:: Data records
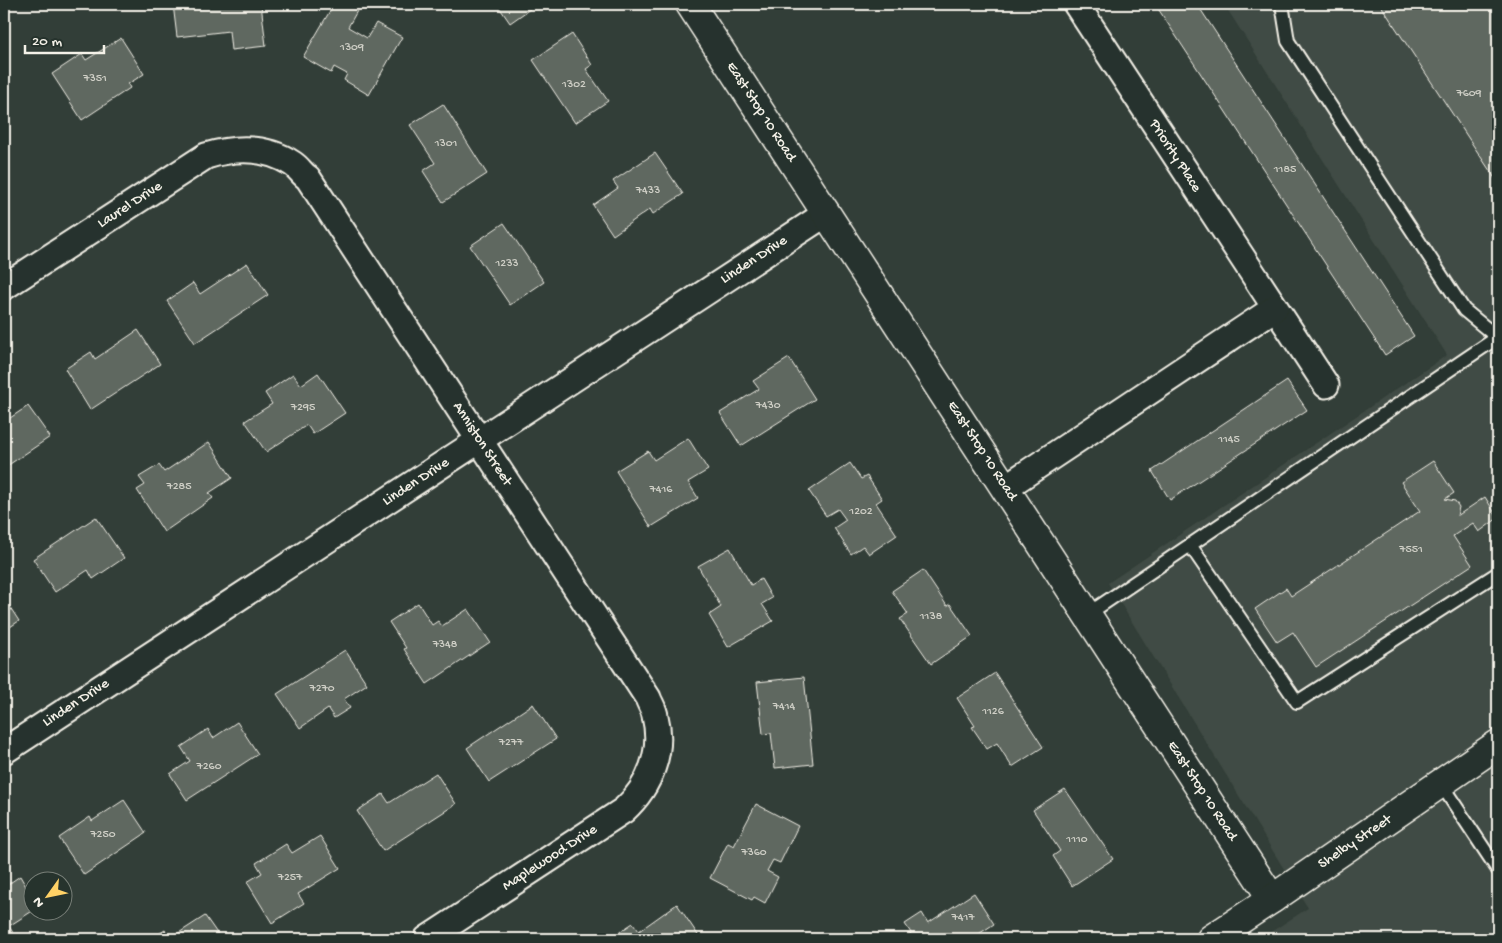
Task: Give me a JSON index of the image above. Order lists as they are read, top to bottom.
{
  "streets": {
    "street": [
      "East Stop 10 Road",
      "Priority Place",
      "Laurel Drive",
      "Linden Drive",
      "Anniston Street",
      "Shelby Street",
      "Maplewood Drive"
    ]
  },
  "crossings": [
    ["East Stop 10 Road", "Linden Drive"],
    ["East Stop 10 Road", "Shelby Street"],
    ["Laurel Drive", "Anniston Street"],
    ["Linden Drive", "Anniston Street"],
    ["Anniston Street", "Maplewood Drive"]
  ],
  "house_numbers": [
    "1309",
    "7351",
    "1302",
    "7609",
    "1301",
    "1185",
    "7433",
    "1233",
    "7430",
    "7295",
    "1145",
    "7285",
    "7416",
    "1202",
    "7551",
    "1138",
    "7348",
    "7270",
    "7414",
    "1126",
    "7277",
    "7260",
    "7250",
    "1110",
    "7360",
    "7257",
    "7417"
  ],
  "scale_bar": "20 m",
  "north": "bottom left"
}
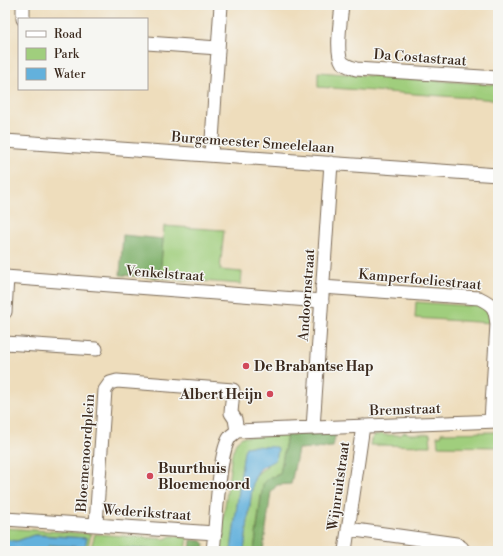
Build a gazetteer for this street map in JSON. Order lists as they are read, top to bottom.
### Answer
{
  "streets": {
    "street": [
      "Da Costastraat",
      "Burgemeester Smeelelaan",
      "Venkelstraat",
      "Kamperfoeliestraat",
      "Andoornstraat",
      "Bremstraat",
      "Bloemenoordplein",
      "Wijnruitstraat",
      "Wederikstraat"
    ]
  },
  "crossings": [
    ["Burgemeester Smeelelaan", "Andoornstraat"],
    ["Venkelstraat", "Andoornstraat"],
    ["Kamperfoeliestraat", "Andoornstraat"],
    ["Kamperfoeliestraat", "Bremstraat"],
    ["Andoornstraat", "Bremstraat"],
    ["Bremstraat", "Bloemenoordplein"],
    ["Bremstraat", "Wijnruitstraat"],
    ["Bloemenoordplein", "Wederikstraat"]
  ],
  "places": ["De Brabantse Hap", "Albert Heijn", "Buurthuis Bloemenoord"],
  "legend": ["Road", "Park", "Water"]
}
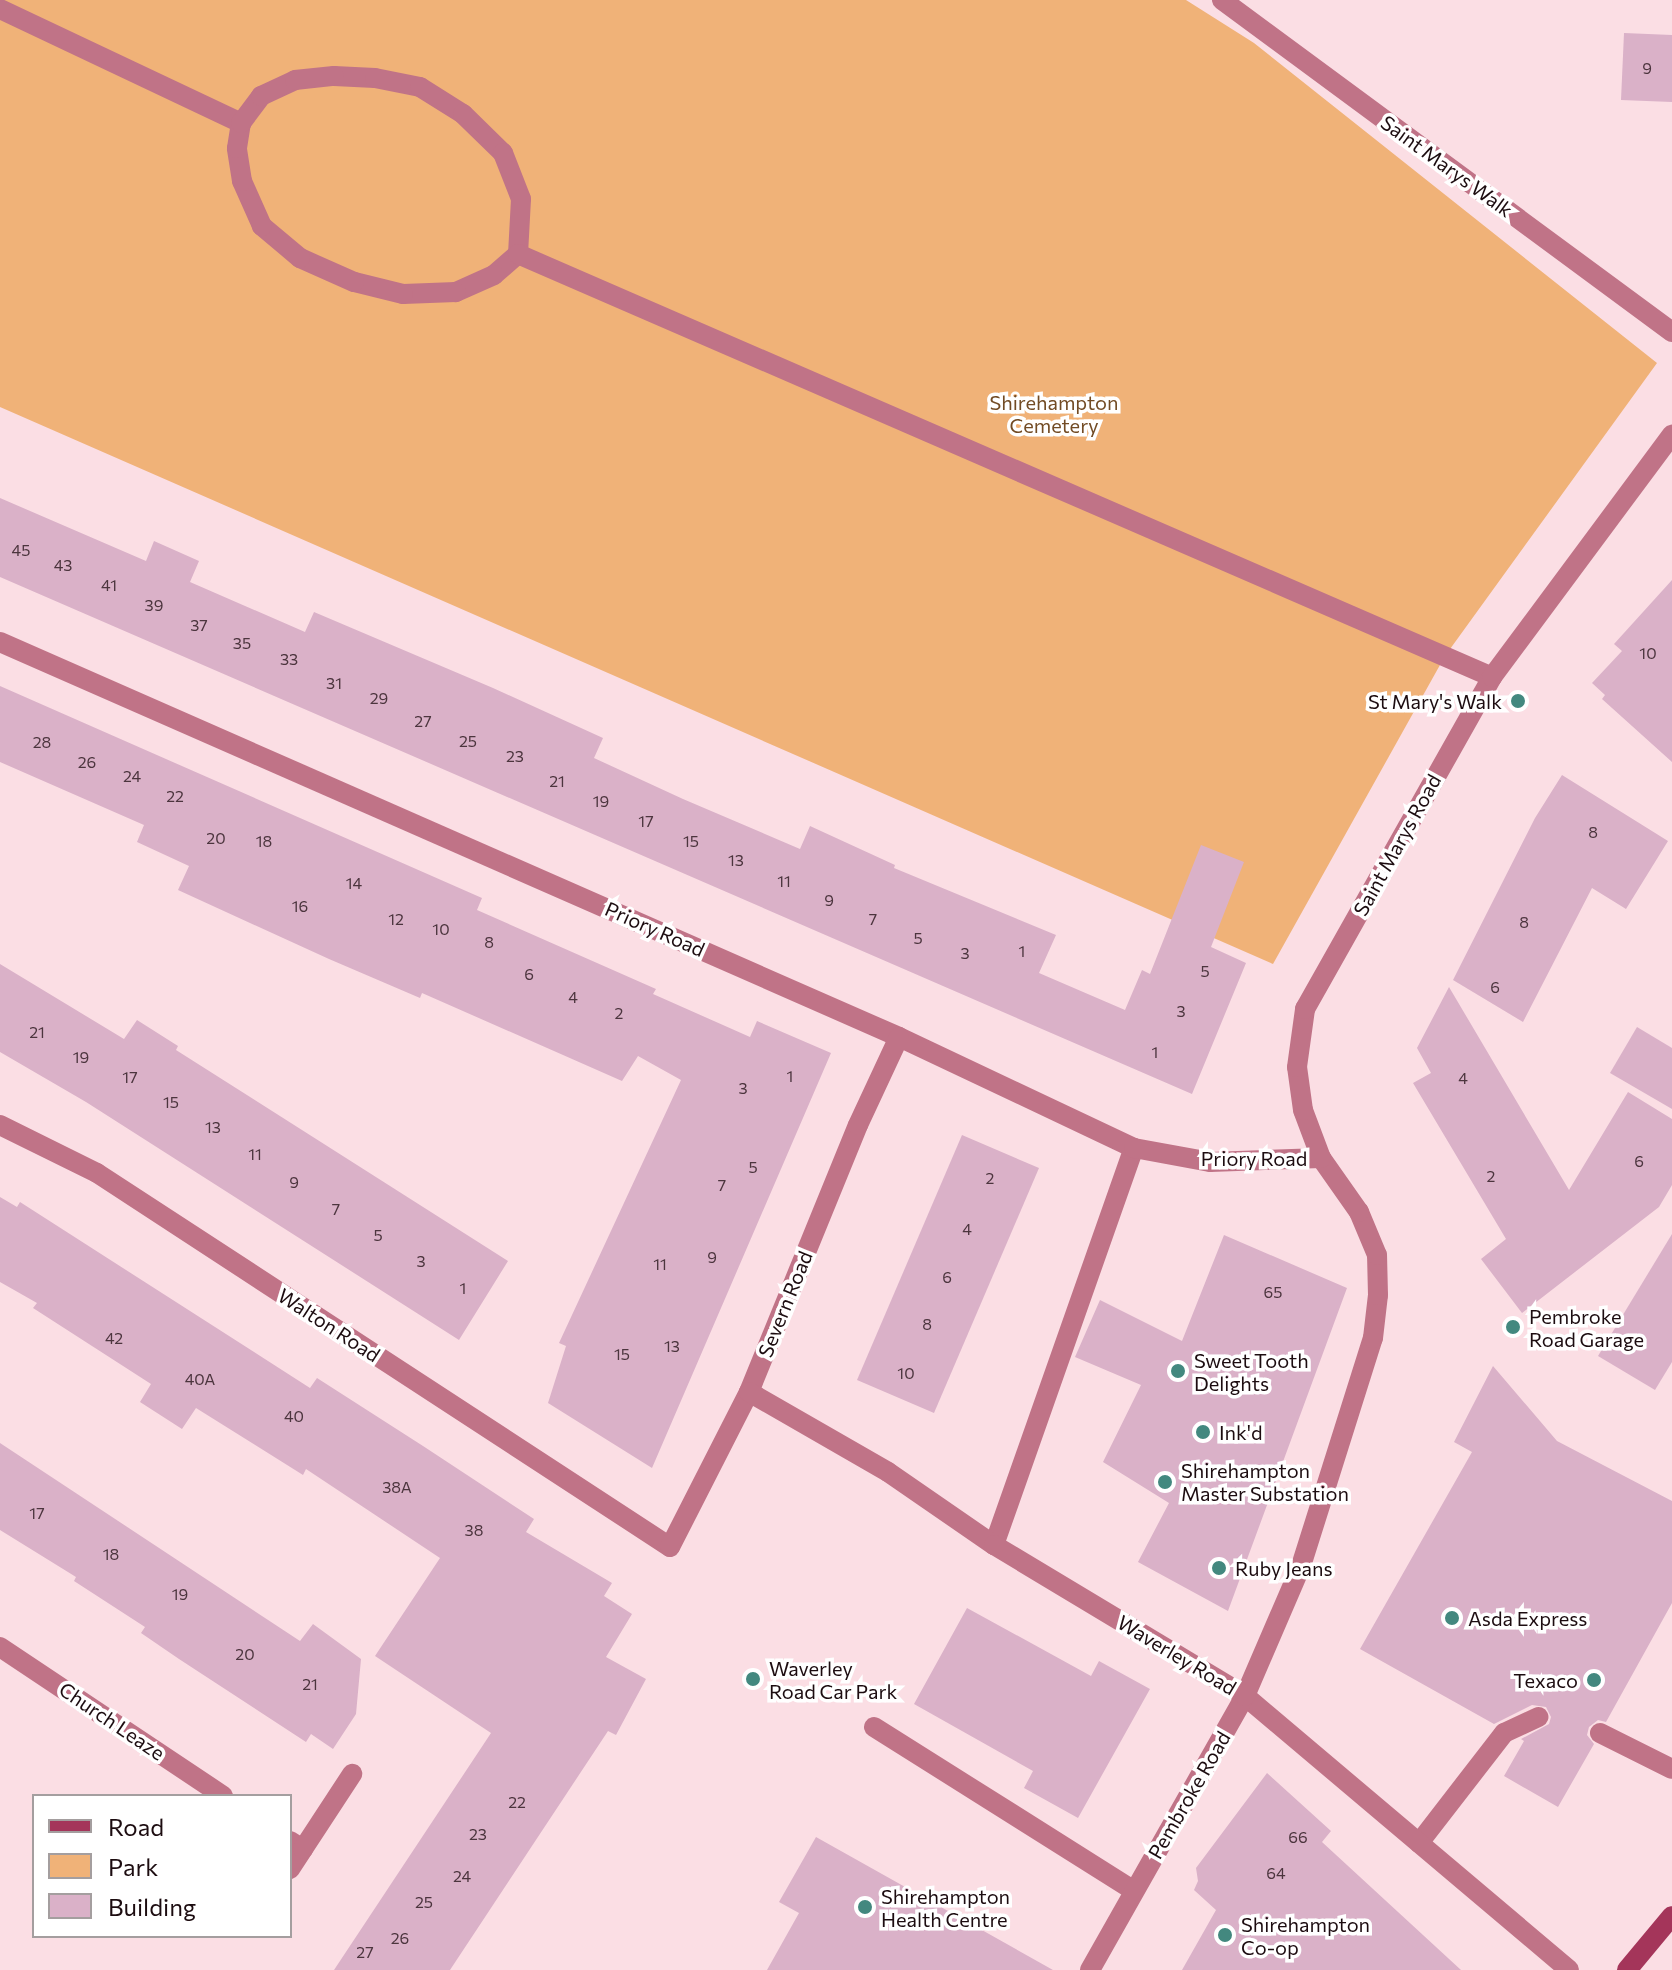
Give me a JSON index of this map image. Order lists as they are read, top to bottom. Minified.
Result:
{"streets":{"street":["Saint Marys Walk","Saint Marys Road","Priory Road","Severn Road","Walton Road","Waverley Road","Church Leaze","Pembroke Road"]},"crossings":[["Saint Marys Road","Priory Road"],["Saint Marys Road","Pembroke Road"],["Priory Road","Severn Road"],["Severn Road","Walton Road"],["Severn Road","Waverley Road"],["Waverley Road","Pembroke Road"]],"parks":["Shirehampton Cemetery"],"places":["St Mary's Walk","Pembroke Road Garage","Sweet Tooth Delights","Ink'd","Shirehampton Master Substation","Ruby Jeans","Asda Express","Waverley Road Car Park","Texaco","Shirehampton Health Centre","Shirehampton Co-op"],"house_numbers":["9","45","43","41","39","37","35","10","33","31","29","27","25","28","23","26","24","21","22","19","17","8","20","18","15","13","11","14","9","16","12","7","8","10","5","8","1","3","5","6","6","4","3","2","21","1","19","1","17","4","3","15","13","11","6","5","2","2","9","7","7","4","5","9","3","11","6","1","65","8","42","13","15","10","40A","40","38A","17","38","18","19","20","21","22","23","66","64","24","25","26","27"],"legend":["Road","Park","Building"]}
::::
:: Data records
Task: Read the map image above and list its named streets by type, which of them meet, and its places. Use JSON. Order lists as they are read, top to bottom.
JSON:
::::
:: Data records
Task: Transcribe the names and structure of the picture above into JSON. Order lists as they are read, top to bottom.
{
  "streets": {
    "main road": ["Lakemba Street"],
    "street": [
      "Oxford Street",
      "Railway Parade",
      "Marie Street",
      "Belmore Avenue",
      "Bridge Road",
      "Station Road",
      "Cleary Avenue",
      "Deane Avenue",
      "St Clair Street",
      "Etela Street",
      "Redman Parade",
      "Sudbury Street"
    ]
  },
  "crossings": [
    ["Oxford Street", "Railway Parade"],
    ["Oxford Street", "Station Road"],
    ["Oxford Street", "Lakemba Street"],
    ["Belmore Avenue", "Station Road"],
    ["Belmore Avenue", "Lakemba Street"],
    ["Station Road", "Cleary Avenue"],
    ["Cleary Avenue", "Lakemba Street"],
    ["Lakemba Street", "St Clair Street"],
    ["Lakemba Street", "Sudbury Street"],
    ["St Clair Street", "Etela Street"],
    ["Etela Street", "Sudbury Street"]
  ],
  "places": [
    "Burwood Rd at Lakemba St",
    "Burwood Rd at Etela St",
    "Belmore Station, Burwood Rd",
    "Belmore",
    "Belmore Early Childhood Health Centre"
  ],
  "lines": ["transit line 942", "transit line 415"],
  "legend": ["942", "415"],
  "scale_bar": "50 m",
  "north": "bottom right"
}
::::
What you have to do: Copy out all lines of the material containing the word "this".

Exercise response:
Build a gazetteer for this street map in JSON. Order lists as they are read, top to bottom.
Give me a JSON index of this map image. Order lists as they are read, top to bottom. Minified.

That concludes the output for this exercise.